Recruit. Recruit all the neurons close to it to make it more efficient so the brain always try not to waste any energy. What’s very interesting is when we go through, and we can actually increase our perception, our awareness to have an equal amount of benefits as well as drawbacks, what we do is we change and we model how those neuroplasticity works. We change the different connections between the brain so that it’s firing not in an imbalance perspective but through a harmonious standpoint. When we do that, we actually rewire, remodel the brain so that once we do it enough, when we come back and “get” to a specific scenario that would trigger us, we’re not triggered anymore because the neural pathway has changed. It’s not going back connected to an imbalance perspective, it’s going back and driving a balance perspective that we pretty much attach to gratitude, to gratefulness.

So now, when she goes back to those memories, because we always have the memories, we don’t get away from them, but now she actually can use those memories for gratitude to build on, to understand that it’s really was there to serve her. It wasn’t on the way as a distraction and disservice.

Dr. Nicole:

A hundred percent. Obviously, we’ve talked a lot about values. Even in our personal business and our personal relationship, we find that this is a foundational piece but there are other layers. Some of the other things that we have embarked upon understanding is neurolinguistic programming, which is also known as NLP, as well as even just the love languages. These things have taught us different things about each other. It’s also taught us a lot about our team members, because we’ve actually had our team members do the same exercises. But even from an NLP perspective, this actually helps you to understand how people best receive information. If it’s auditory, meaning talking to them. If it’s more visual, showing them something, some type of diagram or PowerPoint even. Or if it always has to make sense, that’s something called auditory digital. Or someone who is very tactile and it has to feel a certain way.
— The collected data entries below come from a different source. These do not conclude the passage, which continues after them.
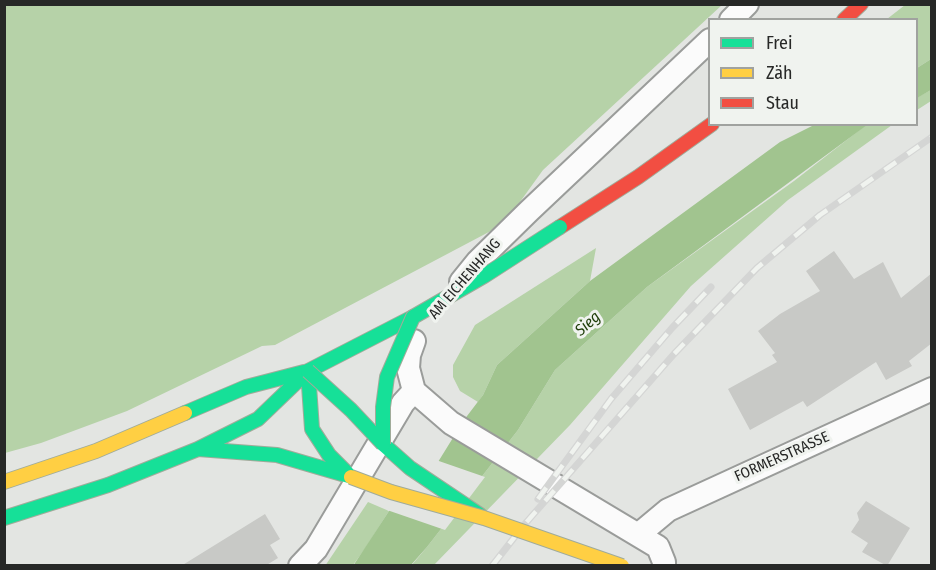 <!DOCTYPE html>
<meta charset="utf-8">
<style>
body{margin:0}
#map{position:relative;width:936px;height:570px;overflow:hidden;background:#e3e5e2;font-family:"Fira Sans Condensed",sans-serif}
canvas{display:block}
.frame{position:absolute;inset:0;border:6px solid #272827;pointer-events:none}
.legend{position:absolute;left:708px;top:18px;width:210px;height:108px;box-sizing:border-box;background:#f0f3ef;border:2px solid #a0a29f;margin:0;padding:8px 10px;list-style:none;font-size:18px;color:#272827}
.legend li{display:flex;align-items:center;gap:12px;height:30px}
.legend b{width:30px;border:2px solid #a0a29f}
</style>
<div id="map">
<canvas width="936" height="570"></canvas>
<div class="frame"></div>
<ul class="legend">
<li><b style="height:8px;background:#16e098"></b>Frei</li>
<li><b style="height:8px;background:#ffcf43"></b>Zäh</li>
<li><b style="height:8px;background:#f24e42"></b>Stau</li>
</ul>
</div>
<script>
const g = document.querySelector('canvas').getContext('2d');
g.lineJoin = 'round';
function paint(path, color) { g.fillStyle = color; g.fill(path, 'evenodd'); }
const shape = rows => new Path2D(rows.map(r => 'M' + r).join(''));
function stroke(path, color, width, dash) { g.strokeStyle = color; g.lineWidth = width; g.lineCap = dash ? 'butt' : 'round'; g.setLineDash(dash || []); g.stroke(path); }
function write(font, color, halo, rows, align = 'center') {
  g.font = font + ' "Fira Sans Condensed",sans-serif'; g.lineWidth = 6; g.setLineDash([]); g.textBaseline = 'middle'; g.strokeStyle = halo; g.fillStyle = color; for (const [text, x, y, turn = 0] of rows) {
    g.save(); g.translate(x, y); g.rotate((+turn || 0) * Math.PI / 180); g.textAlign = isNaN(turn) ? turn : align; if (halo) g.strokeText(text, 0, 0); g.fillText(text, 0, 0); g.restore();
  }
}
const forest = shape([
 [5,5,722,5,543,170,504,224,275,345,262,346,127,411,41,443,5,453],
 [905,5,931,5,931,59,917,68,916,20,887,19],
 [931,90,931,101,917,110,916,98],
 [866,125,892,125,788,200,691,286,570,425,434,565,411,566,427,547,518,430,555,370,647,287,794,181],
 [596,248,590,281,497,365,483,395,478,402,460,391,453,377,453,365,475,325],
 [368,502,389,511,364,550,353,565,325,566]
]);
const water = shape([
 [931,59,931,90,917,98,917,68],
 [814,125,867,125,647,287,555,370,518,430,427,547,411,565,353,566,389,511,438,462,464,420,483,395,497,365,590,281,780,142]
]);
const pier = shape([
 [436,460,485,477,445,530,387,510]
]);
const building = shape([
 [834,251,854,279,883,262,901,298,932,273,932,343,909,361,912,366,886,380,876,362,807,407,803,401,750,430,728,389,777,362,772,355,775,353,758,331,780,314,820,291,806,271],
 [866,501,910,528,887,566,862,552,868,543,851,532,859,520,857,513],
 [265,514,280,539,270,545,278,558,265,566,181,566]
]);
const street = shape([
 [731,20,747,4],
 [461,282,478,261,529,211,710,40],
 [414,391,408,368,409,355,414,341],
 [414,391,451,423,658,547,664,562,664,566],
 [638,535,668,510,932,389],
 [300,566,316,549,403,403,414,391]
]);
const fast = shape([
 [185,413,246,387,304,372],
 [383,444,410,468,480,515],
 [198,449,277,455,349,476],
 [351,477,329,455,312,429,308,371,413,317],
 [4,518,108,485,198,449,258,419,308,371]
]);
const slow = shape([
 [4,482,96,451,185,413]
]);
const jam = shape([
 [844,20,861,4],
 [560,227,638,177,712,124]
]);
const rail = shape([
 [538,499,611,399,672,328,711,287],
 [492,566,524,525,674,354,757,268,820,215,932,137]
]);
const fastBridge = shape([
 [308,371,351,410,383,444],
 [383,444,383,407,387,377,413,317,484,276,560,227]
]);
const slowBridge = shape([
 [351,477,391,492,484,518,622,566]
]);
const streetNames = [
 ["AM EICHENHANG",465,279,-49],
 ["FORMERSTRASSE",782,457,-24]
];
const waterNames = [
 ["Sieg",588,324,-42]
];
paint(forest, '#b6d2a8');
paint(water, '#a1c48f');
paint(pier, '#e3e5e2');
paint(building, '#c8c9c6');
stroke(street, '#9a9c9a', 26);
stroke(fast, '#a0ab9a', 16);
stroke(slow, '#a0ab9a', 16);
stroke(jam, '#a0ab9a', 16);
stroke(street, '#fbfbfb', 22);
stroke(fast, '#16e098', 14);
stroke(slow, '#ffcf43', 14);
stroke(jam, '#f24e42', 14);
stroke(rail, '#d4d5d4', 7);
stroke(rail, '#f0f3ef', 4.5, [14]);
stroke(fastBridge, '#a0ab9a', 16, []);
stroke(slowBridge, '#a0ab9a', 16, []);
stroke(fastBridge, '#16e098', 14);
stroke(slowBridge, '#ffcf43', 14);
write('15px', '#272827', '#f0f3ef', streetNames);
write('italic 16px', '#1f3e09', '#f0f3ef', waterNames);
</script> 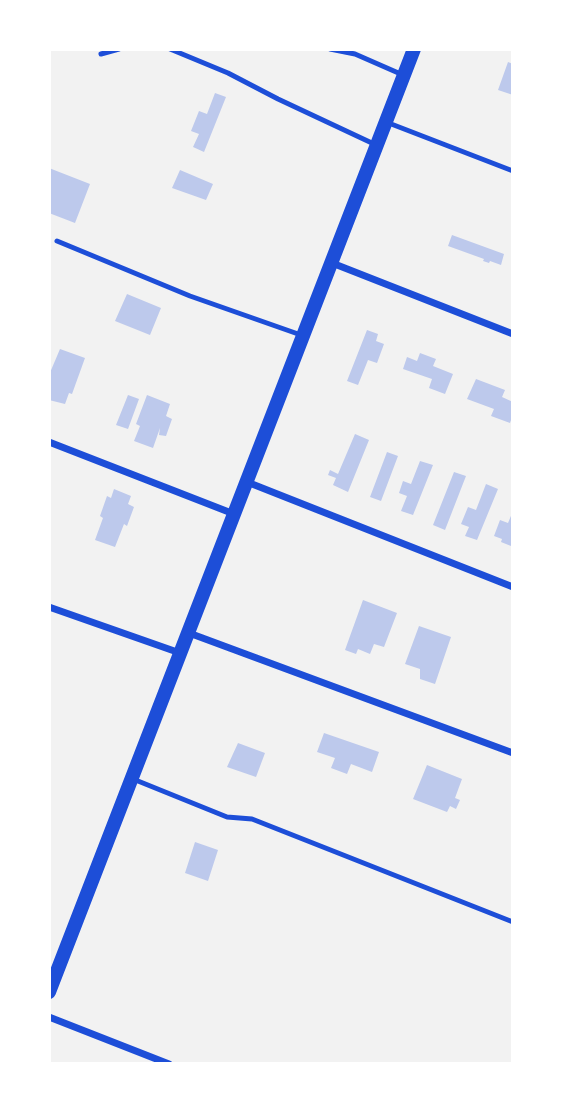 <!DOCTYPE html>
<style>
body{margin:0}
#map{position:relative;width:562px;height:1113px;overflow:hidden;background:#f2f2f2;font-family:Signika,sans-serif}
canvas{display:block}
.frame{position:absolute;inset:0;border:51px solid #fff;pointer-events:none}
</style>
<div id="map">
<canvas width="562" height="1113"></canvas>
<div class="frame"></div>
</div>
<script>
const context = document.querySelector('canvas').getContext('2d');
context.lineJoin = 'round';
function fill(path, color) {
  context.fillStyle = color;
  context.fill(path, 'evenodd');
}
function shape(rows) {
  const path = new Path2D();
  for (const r of rows) {
    path.moveTo(r[0], r[1]);
    for (let i = 2; i < r.length; i += 2) path.lineTo(r[i], r[i + 1]);
  }
  return path;
}
function stroke(path, color, width, dash) {
  context.strokeStyle = color;
  context.lineWidth = width;
  context.lineCap = dash ? 'butt' : 'round';
  context.setLineDash(dash || []);
  context.stroke(path);
}
fill(shape([
 [508,62,513,64,513,95,498,90],
 [215,93,226,97,204,152,193,147,199,134,191,131,199,111,207,114],
 [49,168,90,184,75,223,49,213],
 [180,170,213,184,206,200,172,188],
 [452,235,504,254,501,265,490,261,489,263,483,261,484,259,448,246],
 [127,294,161,308,150,335,115,321],
 [367,330,378,334,376,341,384,344,377,363,368,360,358,385,347,381],
 [60,349,85,358,72,394,69,393,65,404,49,400,49,375],
 [420,353,436,359,433,366,453,374,445,394,429,388,432,379,403,369,407,357,417,361],
 [476,379,505,390,502,397,513,402,513,414,510,423,491,416,494,409,467,399],
 [128,395,139,399,128,429,116,425],
 [147,395,170,404,166,416,172,419,166,436,159,435,160,428,153,448,134,441,140,426,136,424],
 [355,434,369,440,348,492,333,485,336,478,328,475,330,470,338,474],
 [387,452,398,456,381,501,370,497],
 [420,461,433,465,413,515,401,511,407,496,399,493,403,481,411,484],
 [454,472,466,476,445,530,433,525],
 [486,484,498,489,477,540,465,536,469,527,461,524,468,507,476,510],
 [114,489,131,496,128,504,134,507,127,526,124,524,115,547,95,540,103,518,100,516,107,496,111,498],
 [513,511,513,542,511,546,501,542,502,539,494,536,500,520,508,523],
 [363,600,397,613,384,647,374,644,370,654,358,649,356,654,345,650],
 [419,626,451,637,435,684,420,679,420,669,405,664],
 [324,733,379,752,372,772,351,764,347,774,331,768,335,758,317,752],
 [238,743,265,753,256,777,227,767],
 [427,765,462,779,455,798,460,800,456,809,450,806,447,812,413,799],
 [195,842,218,850,208,881,185,873]
]), '#bdc9ec');
stroke(shape([
 [170,49,228,73,278,99,374,144],
 [330,49,355,54,403,75],
 [101,54,119,49],
 [386,122,513,171],
 [57,241,190,296,301,335],
 [133,779,227,817,252,819,513,922]
]), '#1d4ed8', 5);
stroke(shape([
 [332,263,513,334],
 [49,442,234,514],
 [247,482,513,587],
 [49,607,180,653],
 [189,633,513,753],
 [49,1017,169,1064]
]), '#1d4ed8', 7);
stroke(shape([
 [49,992,414,49]
]), '#1d4ed8', 14);
</script>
You actually pick up on this in their verbiage. “Oh, I see what you’re saying,” “Oh, I hear you,” “Oh, that makes sense.”

Dr. Nick:

This feels right.

Dr. Nicole:

Yeah, “This feels good.” These are things that if you start paying attention, you might notice it in the verbiage of your spouse or your business partner. It’s very interesting because even for myself, when Nick used to come to me in the mornings and say, “Hey, okay, so we’re going to do this, this, and this, and this today,” I would literally be so massively disgruntled, and I really didn’t understand why. I was just like, “Just stop. I can’t hear you. I’m not processing what you’re saying. I just need a moment.”

Dr. Nick:

Here we go again.

Dr. Nicole:

It’s just interesting, I’ve actually found that a lot of individuals, when we tell this story, they’re like, “Oh, my gosh, that’s totally me.” I think it is a common theme in individuals that are leaders in their company because you almost want to take information and process it or marinate with it for a little while before being able to create a strategy, a plan or even responding. So now, he’ll actually either write something down or even send it in an email, and then we’ll actually address it at a later time in the day or even a later day.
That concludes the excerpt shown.